▸ **What is expected**:
Before you return the lines below, strip out any images and keep every word as written.

▸ **Dataset entries**:
*-*-*

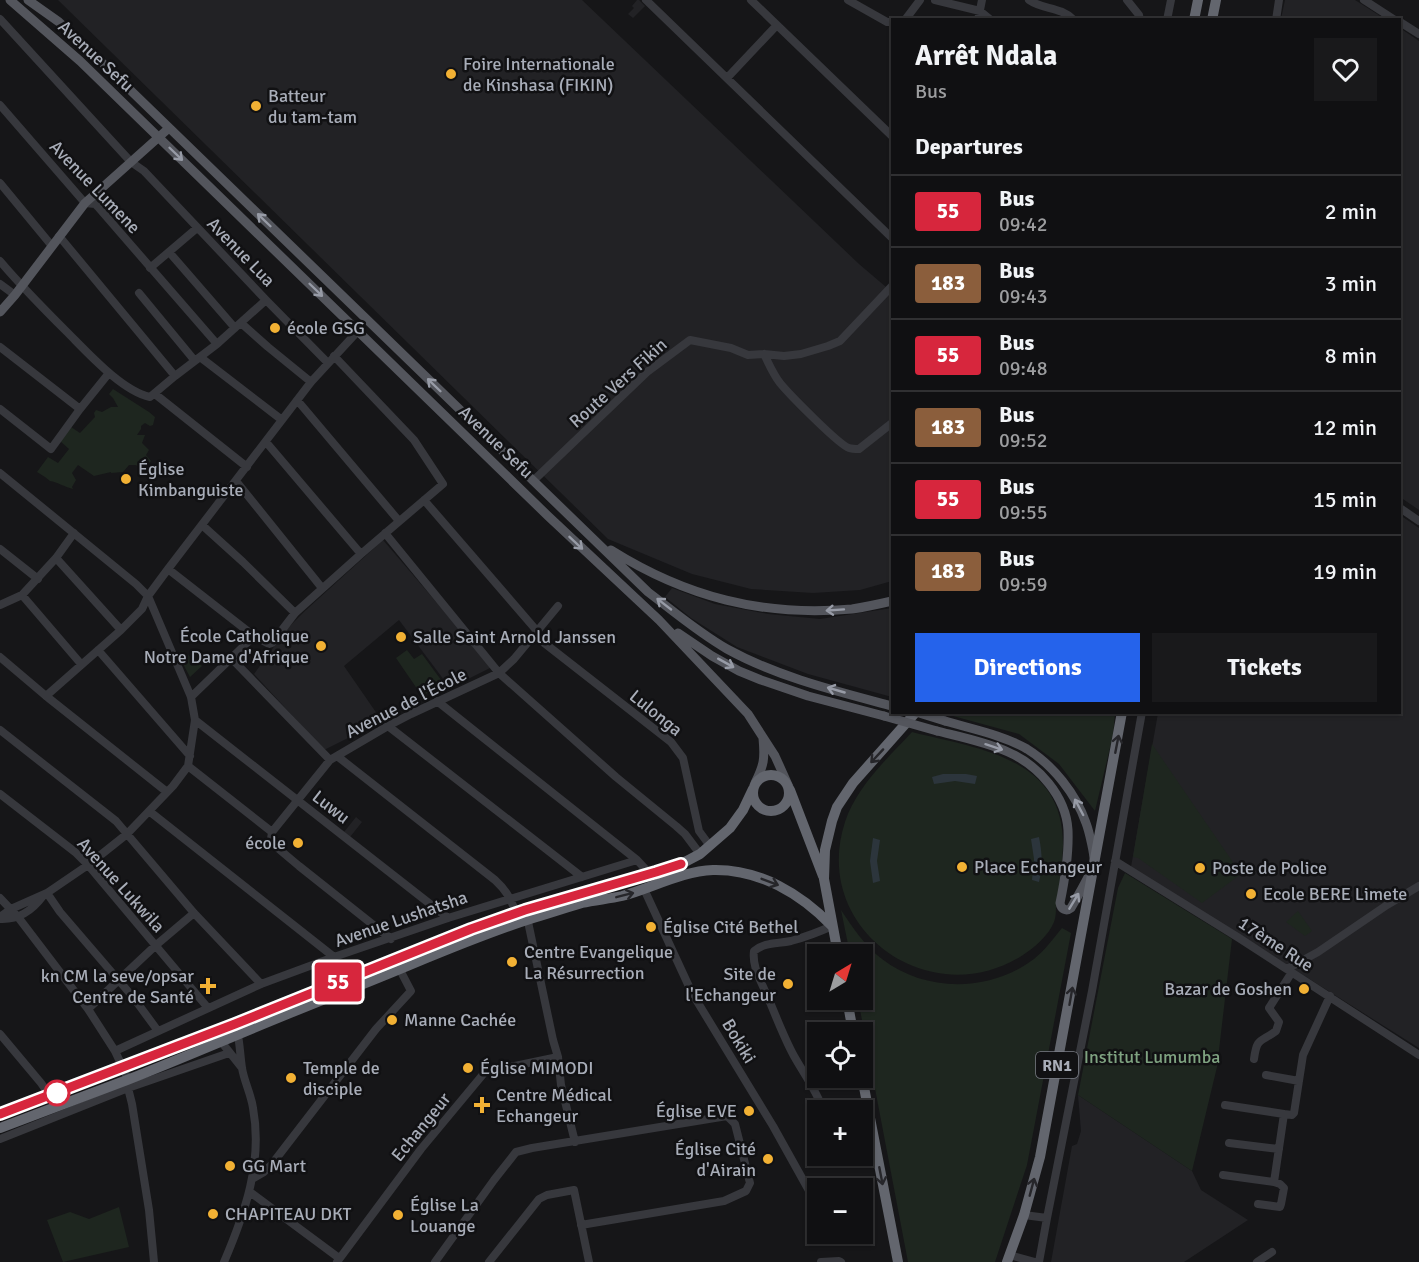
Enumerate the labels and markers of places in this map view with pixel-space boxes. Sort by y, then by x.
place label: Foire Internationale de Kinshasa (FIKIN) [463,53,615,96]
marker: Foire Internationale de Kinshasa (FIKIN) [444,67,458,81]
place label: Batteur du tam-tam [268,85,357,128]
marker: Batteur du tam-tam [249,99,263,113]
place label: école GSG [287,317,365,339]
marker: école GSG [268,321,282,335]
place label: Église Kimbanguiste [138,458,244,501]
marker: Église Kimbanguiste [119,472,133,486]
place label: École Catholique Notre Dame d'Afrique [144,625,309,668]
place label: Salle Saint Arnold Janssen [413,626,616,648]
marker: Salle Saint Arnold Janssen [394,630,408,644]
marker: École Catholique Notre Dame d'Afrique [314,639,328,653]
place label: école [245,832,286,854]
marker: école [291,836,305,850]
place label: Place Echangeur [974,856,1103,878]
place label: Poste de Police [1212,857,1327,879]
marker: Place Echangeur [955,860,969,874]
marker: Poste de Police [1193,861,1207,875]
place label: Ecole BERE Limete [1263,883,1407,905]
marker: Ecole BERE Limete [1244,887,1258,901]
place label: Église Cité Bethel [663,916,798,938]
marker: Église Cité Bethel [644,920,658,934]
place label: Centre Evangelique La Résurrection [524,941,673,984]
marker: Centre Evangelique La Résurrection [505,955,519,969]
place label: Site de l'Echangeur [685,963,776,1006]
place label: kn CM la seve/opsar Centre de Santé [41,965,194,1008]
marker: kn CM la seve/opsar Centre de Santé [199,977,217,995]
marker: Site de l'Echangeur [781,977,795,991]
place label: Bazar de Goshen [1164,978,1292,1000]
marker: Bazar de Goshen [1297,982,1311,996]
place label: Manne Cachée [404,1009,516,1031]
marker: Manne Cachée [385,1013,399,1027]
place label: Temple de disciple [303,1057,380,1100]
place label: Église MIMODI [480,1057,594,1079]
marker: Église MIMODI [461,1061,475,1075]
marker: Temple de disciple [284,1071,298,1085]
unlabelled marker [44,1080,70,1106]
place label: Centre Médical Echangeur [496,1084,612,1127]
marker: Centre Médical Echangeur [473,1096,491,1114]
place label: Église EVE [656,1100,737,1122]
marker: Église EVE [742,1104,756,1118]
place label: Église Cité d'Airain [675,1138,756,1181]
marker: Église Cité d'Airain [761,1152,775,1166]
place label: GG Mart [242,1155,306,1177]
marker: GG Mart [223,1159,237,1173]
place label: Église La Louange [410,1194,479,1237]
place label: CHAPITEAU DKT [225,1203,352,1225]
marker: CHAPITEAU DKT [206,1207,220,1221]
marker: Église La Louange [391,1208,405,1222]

*-*-*

▸ **Task response**:
Enumerate the labels and markers of places in this map view with pixel-space boxes. Sort by y, then by x.
place label: Foire Internationale de Kinshasa (FIKIN) [463,53,615,96]
marker: Foire Internationale de Kinshasa (FIKIN) [444,67,458,81]
place label: Batteur du tam-tam [268,85,357,128]
marker: Batteur du tam-tam [249,99,263,113]
place label: école GSG [287,317,365,339]
marker: école GSG [268,321,282,335]
place label: Église Kimbanguiste [138,458,244,501]
marker: Église Kimbanguiste [119,472,133,486]
place label: École Catholique Notre Dame d'Afrique [144,625,309,668]
place label: Salle Saint Arnold Janssen [413,626,616,648]
marker: Salle Saint Arnold Janssen [394,630,408,644]
marker: École Catholique Notre Dame d'Afrique [314,639,328,653]
place label: école [245,832,286,854]
marker: école [291,836,305,850]
place label: Place Echangeur [974,856,1103,878]
place label: Poste de Police [1212,857,1327,879]
marker: Place Echangeur [955,860,969,874]
marker: Poste de Police [1193,861,1207,875]
place label: Ecole BERE Limete [1263,883,1407,905]
marker: Ecole BERE Limete [1244,887,1258,901]
place label: Église Cité Bethel [663,916,798,938]
marker: Église Cité Bethel [644,920,658,934]
place label: Centre Evangelique La Résurrection [524,941,673,984]
marker: Centre Evangelique La Résurrection [505,955,519,969]
place label: Site de l'Echangeur [685,963,776,1006]
place label: kn CM la seve/opsar Centre de Santé [41,965,194,1008]
marker: kn CM la seve/opsar Centre de Santé [199,977,217,995]
marker: Site de l'Echangeur [781,977,795,991]
place label: Bazar de Goshen [1164,978,1292,1000]
marker: Bazar de Goshen [1297,982,1311,996]
place label: Manne Cachée [404,1009,516,1031]
marker: Manne Cachée [385,1013,399,1027]
place label: Temple de disciple [303,1057,380,1100]
place label: Église MIMODI [480,1057,594,1079]
marker: Église MIMODI [461,1061,475,1075]
marker: Temple de disciple [284,1071,298,1085]
unlabelled marker [44,1080,70,1106]
place label: Centre Médical Echangeur [496,1084,612,1127]
marker: Centre Médical Echangeur [473,1096,491,1114]
place label: Église EVE [656,1100,737,1122]
marker: Église EVE [742,1104,756,1118]
place label: Église Cité d'Airain [675,1138,756,1181]
marker: Église Cité d'Airain [761,1152,775,1166]
place label: GG Mart [242,1155,306,1177]
marker: GG Mart [223,1159,237,1173]
place label: Église La Louange [410,1194,479,1237]
place label: CHAPITEAU DKT [225,1203,352,1225]
marker: CHAPITEAU DKT [206,1207,220,1221]
marker: Église La Louange [391,1208,405,1222]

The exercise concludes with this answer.